* **MATERIAL FOR THIS TASK**
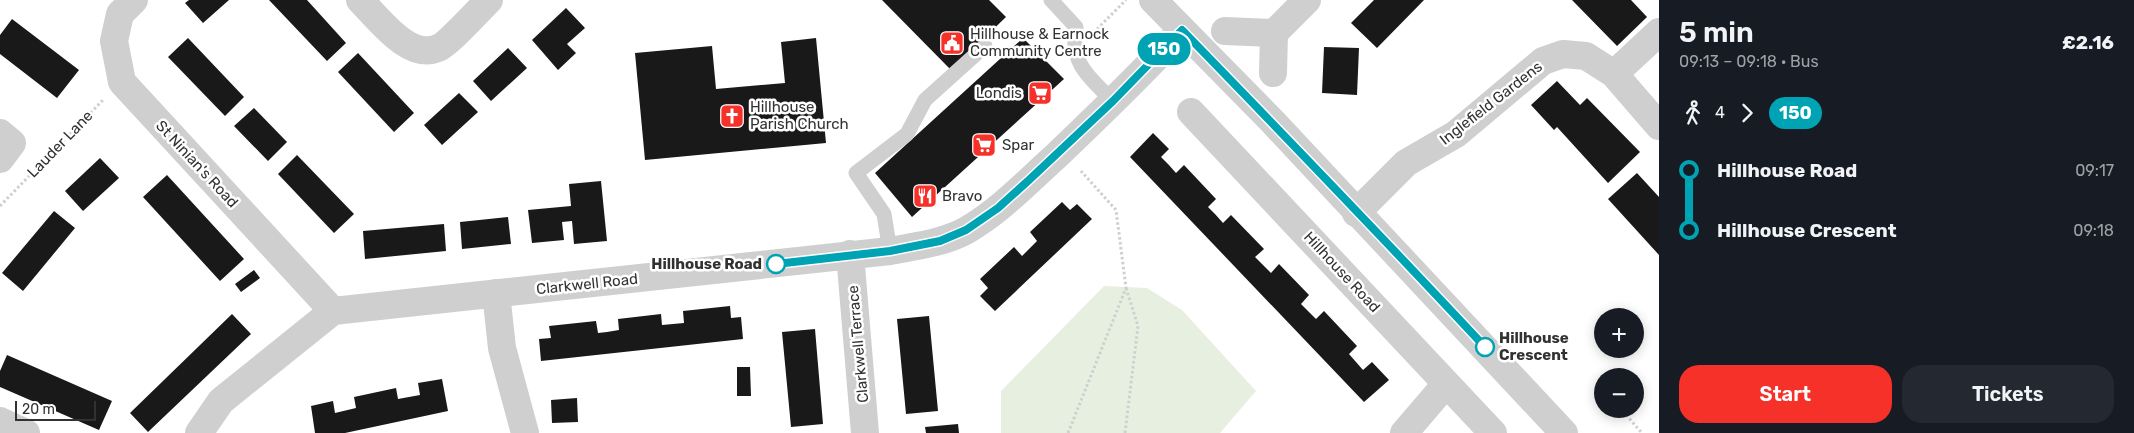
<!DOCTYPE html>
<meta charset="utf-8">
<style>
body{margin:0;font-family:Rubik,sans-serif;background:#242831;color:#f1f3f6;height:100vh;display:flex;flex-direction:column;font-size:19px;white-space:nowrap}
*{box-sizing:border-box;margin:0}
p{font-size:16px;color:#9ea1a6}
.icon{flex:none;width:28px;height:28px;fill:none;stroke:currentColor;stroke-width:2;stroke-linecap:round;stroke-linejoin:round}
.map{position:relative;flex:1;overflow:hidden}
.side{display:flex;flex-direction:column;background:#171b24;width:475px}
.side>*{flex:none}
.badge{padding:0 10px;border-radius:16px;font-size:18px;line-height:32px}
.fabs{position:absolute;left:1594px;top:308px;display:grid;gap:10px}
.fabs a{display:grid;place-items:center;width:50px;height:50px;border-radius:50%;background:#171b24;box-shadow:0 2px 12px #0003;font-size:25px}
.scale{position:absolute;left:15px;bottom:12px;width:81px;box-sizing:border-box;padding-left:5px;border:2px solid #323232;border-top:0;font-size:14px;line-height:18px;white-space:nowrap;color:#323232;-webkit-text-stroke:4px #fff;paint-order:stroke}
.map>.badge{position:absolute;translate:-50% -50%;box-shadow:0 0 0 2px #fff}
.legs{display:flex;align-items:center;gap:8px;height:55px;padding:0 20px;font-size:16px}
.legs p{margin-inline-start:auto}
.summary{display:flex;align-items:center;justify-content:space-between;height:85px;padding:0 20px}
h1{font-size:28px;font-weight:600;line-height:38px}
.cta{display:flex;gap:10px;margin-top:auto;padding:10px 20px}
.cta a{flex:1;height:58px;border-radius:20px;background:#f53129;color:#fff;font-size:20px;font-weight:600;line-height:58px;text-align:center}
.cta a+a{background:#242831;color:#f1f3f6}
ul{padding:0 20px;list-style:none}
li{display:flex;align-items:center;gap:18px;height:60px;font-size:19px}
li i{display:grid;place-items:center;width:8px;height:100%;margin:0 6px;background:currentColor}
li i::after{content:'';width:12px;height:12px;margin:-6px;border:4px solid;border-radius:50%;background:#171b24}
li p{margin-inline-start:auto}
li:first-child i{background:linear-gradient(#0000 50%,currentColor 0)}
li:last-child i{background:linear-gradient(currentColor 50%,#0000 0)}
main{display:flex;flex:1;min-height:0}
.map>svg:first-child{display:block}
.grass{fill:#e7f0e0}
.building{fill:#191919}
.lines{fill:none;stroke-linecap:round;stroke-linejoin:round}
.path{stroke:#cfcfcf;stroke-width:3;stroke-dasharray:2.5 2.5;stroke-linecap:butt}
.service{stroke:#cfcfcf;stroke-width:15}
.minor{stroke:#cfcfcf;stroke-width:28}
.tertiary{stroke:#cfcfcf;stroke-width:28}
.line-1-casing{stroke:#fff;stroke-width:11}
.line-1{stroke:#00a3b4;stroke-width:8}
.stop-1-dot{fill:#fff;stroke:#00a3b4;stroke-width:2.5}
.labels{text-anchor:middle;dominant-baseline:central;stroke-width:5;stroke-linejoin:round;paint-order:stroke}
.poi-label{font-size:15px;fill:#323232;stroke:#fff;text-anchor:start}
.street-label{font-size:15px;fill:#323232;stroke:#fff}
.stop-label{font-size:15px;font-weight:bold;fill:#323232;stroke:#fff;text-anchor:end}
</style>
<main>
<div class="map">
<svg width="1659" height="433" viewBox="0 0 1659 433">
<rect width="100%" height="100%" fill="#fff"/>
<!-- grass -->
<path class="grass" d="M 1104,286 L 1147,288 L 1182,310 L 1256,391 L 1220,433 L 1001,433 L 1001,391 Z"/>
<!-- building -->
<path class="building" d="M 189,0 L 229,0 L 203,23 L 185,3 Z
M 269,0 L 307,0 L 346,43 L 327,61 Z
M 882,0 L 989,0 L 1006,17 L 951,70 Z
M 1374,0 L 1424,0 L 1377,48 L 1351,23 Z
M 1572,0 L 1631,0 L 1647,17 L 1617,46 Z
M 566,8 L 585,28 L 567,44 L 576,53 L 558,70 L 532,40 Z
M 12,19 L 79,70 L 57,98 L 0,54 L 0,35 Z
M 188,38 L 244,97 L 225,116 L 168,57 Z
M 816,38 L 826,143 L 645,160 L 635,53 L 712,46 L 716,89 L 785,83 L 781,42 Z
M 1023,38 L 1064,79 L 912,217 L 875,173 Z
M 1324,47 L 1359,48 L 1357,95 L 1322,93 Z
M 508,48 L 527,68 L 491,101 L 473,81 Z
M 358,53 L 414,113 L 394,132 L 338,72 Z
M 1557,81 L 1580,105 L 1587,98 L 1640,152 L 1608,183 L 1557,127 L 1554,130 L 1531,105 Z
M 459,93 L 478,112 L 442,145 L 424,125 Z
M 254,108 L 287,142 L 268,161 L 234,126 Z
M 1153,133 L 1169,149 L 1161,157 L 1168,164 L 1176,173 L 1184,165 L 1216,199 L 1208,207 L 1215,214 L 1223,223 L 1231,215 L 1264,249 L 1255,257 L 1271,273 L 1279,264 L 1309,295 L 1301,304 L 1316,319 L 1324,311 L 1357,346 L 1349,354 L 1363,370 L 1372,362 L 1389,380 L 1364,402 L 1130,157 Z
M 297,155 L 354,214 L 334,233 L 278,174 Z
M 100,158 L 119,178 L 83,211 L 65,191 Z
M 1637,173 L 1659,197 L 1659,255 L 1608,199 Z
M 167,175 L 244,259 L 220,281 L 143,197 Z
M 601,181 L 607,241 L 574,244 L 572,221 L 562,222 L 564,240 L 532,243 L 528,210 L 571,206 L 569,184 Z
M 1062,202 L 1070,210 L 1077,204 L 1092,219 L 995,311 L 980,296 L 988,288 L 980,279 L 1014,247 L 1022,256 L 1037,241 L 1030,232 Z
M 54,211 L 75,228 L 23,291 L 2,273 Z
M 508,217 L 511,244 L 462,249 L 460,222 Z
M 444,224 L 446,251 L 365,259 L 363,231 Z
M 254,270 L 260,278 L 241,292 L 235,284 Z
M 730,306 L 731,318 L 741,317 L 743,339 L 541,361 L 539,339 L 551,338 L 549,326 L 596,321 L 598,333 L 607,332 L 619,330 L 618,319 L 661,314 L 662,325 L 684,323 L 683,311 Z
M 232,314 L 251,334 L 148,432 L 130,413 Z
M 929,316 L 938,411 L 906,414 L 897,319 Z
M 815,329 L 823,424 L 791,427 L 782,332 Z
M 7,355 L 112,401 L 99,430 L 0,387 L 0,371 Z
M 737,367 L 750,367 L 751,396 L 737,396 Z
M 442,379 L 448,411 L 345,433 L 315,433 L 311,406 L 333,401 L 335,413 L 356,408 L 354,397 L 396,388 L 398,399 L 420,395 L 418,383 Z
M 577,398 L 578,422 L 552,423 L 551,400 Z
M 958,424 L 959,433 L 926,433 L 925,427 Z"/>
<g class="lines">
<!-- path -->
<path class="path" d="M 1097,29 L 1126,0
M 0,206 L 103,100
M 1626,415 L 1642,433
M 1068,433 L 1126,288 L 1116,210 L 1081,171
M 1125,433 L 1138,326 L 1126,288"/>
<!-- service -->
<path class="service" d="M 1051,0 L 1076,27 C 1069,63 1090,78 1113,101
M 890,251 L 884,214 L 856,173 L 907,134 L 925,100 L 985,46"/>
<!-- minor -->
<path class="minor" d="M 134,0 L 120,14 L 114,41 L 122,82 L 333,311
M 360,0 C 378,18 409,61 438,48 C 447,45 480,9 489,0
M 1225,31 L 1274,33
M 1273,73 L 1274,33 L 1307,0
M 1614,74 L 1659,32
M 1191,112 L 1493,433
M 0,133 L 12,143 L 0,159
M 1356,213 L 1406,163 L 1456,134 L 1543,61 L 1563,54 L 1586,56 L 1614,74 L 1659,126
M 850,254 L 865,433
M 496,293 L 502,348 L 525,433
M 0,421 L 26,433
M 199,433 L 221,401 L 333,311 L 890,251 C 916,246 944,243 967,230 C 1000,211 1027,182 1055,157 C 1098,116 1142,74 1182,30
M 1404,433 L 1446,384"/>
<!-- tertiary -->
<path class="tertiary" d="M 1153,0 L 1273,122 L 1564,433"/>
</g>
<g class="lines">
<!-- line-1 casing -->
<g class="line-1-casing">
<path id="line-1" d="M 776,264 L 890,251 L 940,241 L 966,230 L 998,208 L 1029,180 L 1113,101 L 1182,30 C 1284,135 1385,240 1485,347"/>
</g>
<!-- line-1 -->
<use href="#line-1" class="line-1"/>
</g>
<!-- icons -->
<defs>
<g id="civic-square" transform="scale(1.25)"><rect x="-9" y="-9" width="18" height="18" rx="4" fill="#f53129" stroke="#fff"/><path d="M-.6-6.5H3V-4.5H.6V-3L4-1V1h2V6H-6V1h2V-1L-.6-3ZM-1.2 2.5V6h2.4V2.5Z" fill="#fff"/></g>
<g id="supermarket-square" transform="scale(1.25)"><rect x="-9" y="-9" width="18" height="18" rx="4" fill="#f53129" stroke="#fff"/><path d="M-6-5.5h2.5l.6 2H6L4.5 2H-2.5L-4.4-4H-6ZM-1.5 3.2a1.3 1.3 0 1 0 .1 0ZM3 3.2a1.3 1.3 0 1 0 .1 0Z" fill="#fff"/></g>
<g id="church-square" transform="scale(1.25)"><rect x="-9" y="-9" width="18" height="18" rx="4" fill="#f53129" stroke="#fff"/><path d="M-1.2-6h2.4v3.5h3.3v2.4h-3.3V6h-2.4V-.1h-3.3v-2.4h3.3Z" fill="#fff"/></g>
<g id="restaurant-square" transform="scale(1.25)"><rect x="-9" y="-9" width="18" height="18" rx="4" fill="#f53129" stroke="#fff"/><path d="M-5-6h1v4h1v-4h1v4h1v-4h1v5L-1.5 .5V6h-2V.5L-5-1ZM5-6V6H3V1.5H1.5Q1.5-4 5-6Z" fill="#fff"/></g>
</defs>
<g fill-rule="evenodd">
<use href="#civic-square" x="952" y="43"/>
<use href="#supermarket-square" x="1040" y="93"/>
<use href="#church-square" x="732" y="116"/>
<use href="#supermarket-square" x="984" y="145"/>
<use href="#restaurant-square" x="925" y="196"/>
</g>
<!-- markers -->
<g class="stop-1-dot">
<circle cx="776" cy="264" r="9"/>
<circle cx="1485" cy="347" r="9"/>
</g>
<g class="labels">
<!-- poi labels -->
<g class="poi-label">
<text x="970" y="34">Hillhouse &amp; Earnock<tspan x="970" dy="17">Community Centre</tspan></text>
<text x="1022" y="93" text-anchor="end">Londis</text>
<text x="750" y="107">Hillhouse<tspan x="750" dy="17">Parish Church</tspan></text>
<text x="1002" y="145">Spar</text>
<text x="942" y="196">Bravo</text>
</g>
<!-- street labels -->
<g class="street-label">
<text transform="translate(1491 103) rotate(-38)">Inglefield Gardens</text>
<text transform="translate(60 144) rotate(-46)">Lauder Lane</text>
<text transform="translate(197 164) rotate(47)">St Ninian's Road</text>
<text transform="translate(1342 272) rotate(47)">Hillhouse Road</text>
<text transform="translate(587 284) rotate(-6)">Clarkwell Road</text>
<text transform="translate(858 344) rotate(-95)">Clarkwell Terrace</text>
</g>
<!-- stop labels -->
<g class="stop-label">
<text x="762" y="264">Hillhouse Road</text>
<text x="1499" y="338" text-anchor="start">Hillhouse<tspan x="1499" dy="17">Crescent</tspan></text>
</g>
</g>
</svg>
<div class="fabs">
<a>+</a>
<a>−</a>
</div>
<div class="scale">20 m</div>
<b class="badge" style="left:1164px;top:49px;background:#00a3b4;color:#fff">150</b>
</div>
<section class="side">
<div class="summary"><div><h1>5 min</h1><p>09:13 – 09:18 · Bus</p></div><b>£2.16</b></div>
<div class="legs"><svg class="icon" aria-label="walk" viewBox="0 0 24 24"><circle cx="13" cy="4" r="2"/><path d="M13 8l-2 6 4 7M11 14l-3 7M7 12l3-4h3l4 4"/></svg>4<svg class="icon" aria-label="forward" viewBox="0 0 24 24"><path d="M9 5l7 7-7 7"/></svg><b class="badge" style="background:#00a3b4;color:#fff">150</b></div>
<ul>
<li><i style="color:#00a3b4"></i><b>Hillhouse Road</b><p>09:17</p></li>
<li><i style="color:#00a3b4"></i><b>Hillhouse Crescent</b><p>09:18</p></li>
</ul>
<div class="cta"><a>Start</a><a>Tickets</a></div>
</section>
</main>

* **YOUR OBJECTIVE**
Lines with the word "first" in them are the answer; report each one from the data.

* **ANSWER FOR THE TASK**
li:first-child i{background:linear-gradient(#0000 50%,currentColor 0)}
.map>svg:first-child{display:block}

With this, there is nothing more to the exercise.